Asked who would be the better leader for the global economy, 49 percent favor Obama against 38 percent for Romney, according to a quarterly Bloomberg Global Poll. In January, the two candidates tied on the question.
By the same margin, they say Obama has a better vision for the U.S. economy, according to the survey of 1,253 Bloomberg customers, who are investors, analysts or traders.
Obama “managed the U.S. economy pretty well, solving a lot of imbalances created by the previous administration,” says poll respondent Mario Di Marcantonio, 35, a senior portfolio manager at Eurizon Capital in Milan.
“I believe the second Obama term will be better than having a U-turn with Romney,” he says. “More stability will mean more visibility and more investment in the future.”
The American presidential election is dividing foreign investors and those based in the U.S., where Romney is favored across the board. U.S. investors choose the Republican candidate as best for the global economy by more than 2-to-1. Respondents outside the U.S. prefer Democrat Obama by almost 3-to-1 in the poll, conducted May 8.

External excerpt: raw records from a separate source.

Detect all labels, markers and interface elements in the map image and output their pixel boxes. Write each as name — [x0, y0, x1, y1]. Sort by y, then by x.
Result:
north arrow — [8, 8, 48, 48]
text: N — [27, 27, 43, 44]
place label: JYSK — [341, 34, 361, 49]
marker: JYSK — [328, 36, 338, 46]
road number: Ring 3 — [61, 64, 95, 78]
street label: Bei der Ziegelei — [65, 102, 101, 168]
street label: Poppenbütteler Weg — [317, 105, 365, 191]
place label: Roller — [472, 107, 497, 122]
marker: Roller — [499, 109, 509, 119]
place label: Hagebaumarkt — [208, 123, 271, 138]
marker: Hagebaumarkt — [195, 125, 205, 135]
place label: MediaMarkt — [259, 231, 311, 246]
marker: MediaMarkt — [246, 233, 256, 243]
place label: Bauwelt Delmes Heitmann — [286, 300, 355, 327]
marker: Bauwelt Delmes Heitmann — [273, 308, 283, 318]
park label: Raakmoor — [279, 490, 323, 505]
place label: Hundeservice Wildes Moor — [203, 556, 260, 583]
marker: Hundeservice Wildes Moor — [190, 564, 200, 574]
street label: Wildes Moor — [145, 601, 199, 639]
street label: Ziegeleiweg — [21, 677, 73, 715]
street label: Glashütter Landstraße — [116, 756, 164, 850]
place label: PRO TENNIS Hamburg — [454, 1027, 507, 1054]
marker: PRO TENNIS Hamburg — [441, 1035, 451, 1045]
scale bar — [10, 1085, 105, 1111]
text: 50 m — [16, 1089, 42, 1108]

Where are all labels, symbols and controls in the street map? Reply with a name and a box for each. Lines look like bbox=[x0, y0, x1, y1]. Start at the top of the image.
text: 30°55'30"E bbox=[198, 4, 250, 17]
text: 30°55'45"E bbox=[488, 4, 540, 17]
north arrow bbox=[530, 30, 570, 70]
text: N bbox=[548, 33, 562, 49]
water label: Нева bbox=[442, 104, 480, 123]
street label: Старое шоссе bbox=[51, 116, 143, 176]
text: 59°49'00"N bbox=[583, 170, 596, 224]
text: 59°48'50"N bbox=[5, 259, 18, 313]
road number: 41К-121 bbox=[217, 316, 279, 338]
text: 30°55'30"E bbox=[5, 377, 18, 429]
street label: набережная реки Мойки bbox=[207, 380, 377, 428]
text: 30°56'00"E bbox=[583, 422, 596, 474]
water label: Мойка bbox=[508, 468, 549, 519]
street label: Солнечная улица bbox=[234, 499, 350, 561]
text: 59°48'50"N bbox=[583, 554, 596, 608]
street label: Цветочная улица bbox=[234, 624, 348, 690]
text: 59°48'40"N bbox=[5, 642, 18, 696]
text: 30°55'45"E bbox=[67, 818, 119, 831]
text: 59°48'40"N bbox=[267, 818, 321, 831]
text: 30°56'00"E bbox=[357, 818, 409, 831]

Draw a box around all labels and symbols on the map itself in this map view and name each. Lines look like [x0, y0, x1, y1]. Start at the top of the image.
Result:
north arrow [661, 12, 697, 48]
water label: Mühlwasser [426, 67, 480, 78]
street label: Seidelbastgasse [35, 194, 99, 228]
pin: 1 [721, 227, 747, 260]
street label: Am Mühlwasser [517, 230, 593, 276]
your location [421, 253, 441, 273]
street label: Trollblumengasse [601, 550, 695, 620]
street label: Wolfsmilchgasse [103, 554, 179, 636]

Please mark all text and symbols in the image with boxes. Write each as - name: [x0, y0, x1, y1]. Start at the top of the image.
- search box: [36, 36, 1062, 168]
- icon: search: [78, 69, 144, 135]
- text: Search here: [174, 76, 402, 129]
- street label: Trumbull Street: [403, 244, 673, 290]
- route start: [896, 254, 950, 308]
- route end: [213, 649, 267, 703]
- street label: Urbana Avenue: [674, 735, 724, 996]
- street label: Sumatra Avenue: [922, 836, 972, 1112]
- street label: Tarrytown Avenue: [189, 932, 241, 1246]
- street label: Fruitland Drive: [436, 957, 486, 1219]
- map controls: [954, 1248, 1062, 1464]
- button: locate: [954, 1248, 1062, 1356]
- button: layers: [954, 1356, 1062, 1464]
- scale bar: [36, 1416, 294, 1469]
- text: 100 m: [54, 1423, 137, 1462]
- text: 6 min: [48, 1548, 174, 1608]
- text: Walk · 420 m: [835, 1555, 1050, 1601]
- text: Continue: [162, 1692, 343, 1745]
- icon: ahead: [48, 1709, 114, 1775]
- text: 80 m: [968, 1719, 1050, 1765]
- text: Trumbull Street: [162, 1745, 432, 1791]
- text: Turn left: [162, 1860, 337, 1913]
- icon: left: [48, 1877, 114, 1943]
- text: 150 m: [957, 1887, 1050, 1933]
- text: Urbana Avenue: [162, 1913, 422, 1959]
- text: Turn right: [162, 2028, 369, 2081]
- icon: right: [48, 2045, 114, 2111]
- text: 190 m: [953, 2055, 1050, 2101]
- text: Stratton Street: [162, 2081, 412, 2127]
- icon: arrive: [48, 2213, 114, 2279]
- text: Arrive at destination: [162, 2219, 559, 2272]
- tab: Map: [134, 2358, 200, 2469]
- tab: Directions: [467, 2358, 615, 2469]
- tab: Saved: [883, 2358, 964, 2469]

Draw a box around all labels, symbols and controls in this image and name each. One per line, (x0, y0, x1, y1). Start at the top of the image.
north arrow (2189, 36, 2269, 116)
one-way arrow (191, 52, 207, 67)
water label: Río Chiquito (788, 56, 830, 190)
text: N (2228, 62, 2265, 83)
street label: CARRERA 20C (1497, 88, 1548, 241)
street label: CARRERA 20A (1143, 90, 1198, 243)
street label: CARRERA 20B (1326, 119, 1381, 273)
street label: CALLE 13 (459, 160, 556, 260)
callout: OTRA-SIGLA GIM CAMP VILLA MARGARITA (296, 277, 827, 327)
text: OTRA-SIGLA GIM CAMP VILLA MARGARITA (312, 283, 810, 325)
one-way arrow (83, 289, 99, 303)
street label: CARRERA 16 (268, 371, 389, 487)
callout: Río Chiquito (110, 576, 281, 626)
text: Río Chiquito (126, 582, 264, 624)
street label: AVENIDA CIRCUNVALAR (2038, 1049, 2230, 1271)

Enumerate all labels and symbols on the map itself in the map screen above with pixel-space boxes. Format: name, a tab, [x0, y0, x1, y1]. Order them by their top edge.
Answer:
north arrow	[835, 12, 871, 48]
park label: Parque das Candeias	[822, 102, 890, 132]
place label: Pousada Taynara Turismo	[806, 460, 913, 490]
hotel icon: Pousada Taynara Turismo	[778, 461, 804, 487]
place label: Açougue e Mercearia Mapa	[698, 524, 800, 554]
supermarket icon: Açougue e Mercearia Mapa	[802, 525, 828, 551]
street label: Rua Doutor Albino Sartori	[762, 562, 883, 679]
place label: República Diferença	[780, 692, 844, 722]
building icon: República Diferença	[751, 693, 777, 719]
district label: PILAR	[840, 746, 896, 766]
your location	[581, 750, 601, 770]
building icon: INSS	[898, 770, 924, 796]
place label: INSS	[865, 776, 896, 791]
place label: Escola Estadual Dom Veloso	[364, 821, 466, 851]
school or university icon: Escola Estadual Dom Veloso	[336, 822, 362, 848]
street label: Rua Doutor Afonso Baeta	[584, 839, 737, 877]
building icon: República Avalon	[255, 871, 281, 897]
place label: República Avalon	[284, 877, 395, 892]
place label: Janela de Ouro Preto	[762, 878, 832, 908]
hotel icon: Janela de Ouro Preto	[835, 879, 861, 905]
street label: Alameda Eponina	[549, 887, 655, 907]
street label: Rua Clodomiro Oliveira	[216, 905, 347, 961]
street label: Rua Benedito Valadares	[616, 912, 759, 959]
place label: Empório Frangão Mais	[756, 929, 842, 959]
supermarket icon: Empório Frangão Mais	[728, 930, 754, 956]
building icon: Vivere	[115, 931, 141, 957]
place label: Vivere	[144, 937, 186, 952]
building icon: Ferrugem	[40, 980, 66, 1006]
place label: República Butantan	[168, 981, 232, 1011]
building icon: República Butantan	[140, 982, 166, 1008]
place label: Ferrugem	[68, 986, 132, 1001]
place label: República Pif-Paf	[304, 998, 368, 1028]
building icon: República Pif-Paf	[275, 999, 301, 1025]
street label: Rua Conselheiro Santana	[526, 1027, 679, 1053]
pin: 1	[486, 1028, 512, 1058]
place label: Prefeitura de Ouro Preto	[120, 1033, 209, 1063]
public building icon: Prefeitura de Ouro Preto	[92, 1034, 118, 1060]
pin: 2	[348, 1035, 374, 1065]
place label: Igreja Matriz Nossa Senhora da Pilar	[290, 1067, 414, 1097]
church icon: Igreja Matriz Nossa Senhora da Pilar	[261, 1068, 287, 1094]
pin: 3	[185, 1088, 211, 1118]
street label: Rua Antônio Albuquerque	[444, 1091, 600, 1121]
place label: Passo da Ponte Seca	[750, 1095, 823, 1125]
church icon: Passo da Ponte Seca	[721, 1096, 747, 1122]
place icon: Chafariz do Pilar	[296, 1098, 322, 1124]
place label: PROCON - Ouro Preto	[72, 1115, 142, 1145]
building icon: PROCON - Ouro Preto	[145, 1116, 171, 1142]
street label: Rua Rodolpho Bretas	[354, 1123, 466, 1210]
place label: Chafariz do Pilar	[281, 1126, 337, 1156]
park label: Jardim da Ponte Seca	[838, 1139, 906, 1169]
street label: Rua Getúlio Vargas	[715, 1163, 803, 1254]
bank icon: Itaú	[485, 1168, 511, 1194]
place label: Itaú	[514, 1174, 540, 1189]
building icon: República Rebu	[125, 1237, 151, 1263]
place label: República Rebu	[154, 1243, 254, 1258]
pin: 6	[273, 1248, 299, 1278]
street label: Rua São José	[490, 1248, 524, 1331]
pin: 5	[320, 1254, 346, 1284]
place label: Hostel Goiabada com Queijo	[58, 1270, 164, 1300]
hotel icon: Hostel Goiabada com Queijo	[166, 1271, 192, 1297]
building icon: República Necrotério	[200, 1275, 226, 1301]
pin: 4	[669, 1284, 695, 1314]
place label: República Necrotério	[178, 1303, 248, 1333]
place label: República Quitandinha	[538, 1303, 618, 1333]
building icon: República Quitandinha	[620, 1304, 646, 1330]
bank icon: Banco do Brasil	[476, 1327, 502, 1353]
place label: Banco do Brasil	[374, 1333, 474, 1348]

Even with global sentiment against Romney, Republican criticism of new financial-industry regulations that Obama has backed resonates, with 54 percent of poll respondents saying the rules have caused job losses.
Still, Obama’s popularity with global investors is the highest in two and a half years, at a time when political incumbents across the Atlantic, including French President Nicolas Sarkozy, are being turned out of office.
The U.S. president is viewed favorably by 56 percent of global investors and unfavorably by 40 percent.
Investors have turned more negative on Romney during the Republican primary campaign, giving him the highest unfavorable reading in the year that respondents have been asked their opinion of the former Massachusetts governor.
The onetime private-equity executive is viewed favorably by 40 percent and unfavorably by 46 percent. In May 2011, he was seen favorably by 25 percent and unfavorably by 28 percent.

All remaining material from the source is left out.